I have to introduce a new award, one for companies so hostile to their customers that they go out of the way to piss them off without ever meeting them. I'm thinking of calling it the Rio, after one of the worst electronics companies ever. They led the pack in unhelpful customer response:

"Please enter the claim number we gave you last time. Huh? Never heard that one. Here's a new one ... What? Uh, did I say something? Oh wow, man ..."

Or I might call it the Harper, "Harpy" for short, after the PM who seems so devoted to ideology that he insists on sticking to it regardless of whether it's a)what Canadians want or b)a good idea in the first place.

And today's winner is:

{Drum roll}

{/Drum roll}

Big O Tires, now also known as Big Zero.

I love the company. My car rolls on tires bought from our local dealer, and therein the problem lies.

A friend of mine has the mixed blessing of owning a Ford Festiva, a compact, thrifty car that generally is fairly suitable to commuting short distances, as they must. I quite like the Festiva, mostly. However, it's running into problems. Its twelve-inch tires are becoming scarce as people who'll admit they voted for Bush twice. You could probably dig up a unicorn sooner than a snow tire for it.

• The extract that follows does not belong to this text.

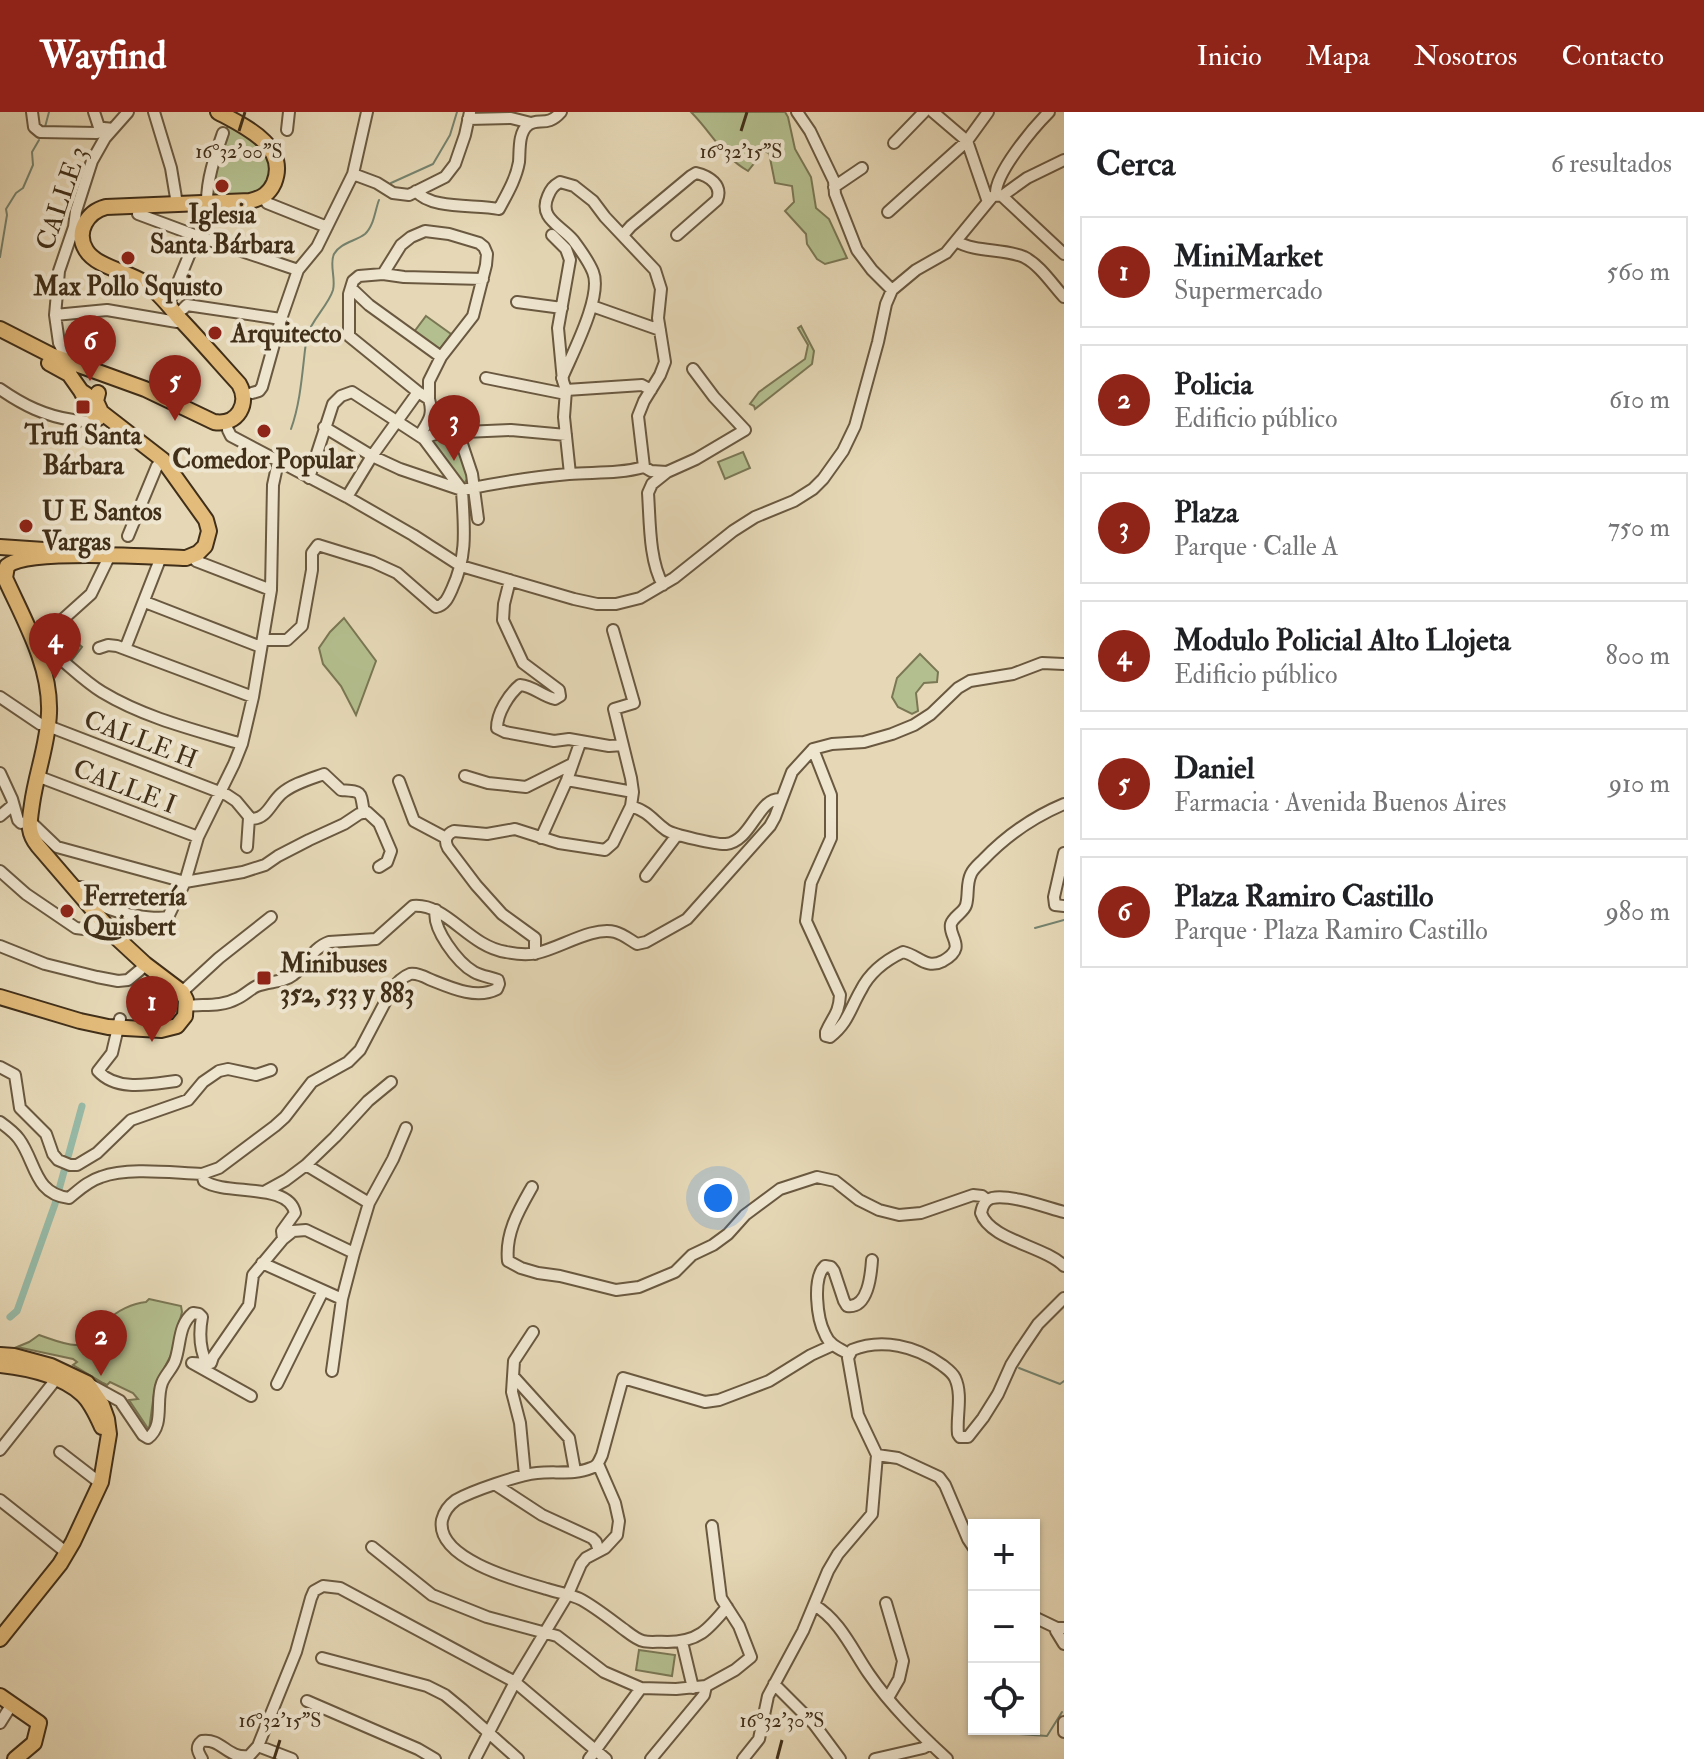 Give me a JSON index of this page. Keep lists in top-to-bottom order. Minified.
{"streets":{"street":["CALLE 3","CALLE H","CALLE I"]},"places":{"other":["Iglesia Santa Bárbara","Max Pollo Squisto","Arquitecto","Comedor Popular","U E Santos Vargas","Ferretería Quisbert"],"transit":["Trufi Santa Bárbara","Minibuses 352, 533 y 883"]},"page":{"header":"Wayfind","nav":["Inicio","Mapa","Nosotros","Contacto"],"heading":["Cerca","6 resultados"],"list":[{"mark":"1","name":"MiniMarket","note":"Supermercado","value":"560 m"},{"mark":"2","name":"Policia","note":"Edificio público","value":"610 m"},{"mark":"3","name":"Plaza","note":"Parque · Calle A","value":"750 m"},{"mark":"4","name":"Modulo Policial Alto Llojeta","note":"Edificio público","value":"800 m"},{"mark":"5","name":"Daniel","note":"Farmacia · Avenida Buenos Aires","value":"910 m"},{"mark":"6","name":"Plaza Ramiro Castillo","note":"Parque · Plaza Ramiro Castillo","value":"980 m"}],"pins":["6","5","3","4","1","2"],"map_buttons":["+","−"]},"coordinates":["16°32'00\"S","16°32'15\"S","16°32'30\"S"]}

So as a favour, I diverted some of my valuable work time to looking up said tires. Big O was the second store I checked. I arrived at their "Cars" page, and was bemused (I know I was, because I said to myself: "Self, I am bemused") See? I told you, I was bemused.

That page required me to select a tire manufacturer. Why? I don't care, most of the time, who makes the rubber I roll on. Although I used to prefer Trojans ... So I picked the house brand. Okay, next page:

"Find a Dealer"
It's an annoying-but-not-uncommon step. I'd prefer to simply find out first if they have my tire, and afterward work out the logistics of getting it. But still ... Their form is unique in my experience in that it asks for your full address, describing this as the "Best" way to search. Presumably it's also the "Best" way to subject you to concentrated "direct" (read: "junk") mail.

However, it graciously admits that using your only "State" and city might allow you to find a dealer in your city. Although presumably if there were one next door to you, you'd be denied the pleasure of finding it, if you hadn't entered your street addy, no? So I entered "hometown" in Box one and "Home Province" in box two. Then it asked me to choose a radius within which to search. Because of the rarity of the tires I seek, I decided that provincewide would about do it. But the maximum radius is 150 miles--two hundred and fifty kilometres. Well, there are at least three mid-size metropolii within that circle, so I clicked.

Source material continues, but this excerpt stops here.